[Exercise]: Return exactly the lines that run from the one with "Transcribe the names and structure of the map image" to the last line of the entries below, both included, and nothing else.
═════ Given records ═════
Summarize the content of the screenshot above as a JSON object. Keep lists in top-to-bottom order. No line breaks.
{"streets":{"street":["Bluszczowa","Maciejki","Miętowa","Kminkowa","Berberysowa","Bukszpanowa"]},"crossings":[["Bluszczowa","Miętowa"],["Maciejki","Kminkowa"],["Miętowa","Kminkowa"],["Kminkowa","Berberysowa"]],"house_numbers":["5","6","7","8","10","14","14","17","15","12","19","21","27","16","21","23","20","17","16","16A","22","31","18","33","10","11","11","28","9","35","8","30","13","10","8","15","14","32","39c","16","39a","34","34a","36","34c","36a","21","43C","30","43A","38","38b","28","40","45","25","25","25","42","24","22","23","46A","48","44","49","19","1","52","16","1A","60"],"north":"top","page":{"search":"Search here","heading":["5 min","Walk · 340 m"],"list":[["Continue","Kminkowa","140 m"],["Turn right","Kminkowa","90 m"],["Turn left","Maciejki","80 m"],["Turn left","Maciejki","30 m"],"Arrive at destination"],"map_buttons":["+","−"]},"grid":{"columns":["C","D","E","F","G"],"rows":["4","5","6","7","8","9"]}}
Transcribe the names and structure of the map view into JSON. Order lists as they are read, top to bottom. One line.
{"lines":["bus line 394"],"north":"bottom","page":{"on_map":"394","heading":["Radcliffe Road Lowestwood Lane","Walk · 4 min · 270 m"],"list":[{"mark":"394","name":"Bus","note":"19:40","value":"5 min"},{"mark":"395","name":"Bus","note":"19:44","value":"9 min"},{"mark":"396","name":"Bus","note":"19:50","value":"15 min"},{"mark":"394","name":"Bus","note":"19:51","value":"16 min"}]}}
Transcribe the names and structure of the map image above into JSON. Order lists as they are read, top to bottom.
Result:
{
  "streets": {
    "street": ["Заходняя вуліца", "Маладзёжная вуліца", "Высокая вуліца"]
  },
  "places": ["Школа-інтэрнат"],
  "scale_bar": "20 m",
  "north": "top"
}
═════
[Written answer]:
Transcribe the names and structure of the map image above into JSON. Order lists as they are read, top to bottom.
Result:
{
  "streets": {
    "street": ["Заходняя вуліца", "Маладзёжная вуліца", "Высокая вуліца"]
  },
  "places": ["Школа-інтэрнат"],
  "scale_bar": "20 m",
  "north": "top"
}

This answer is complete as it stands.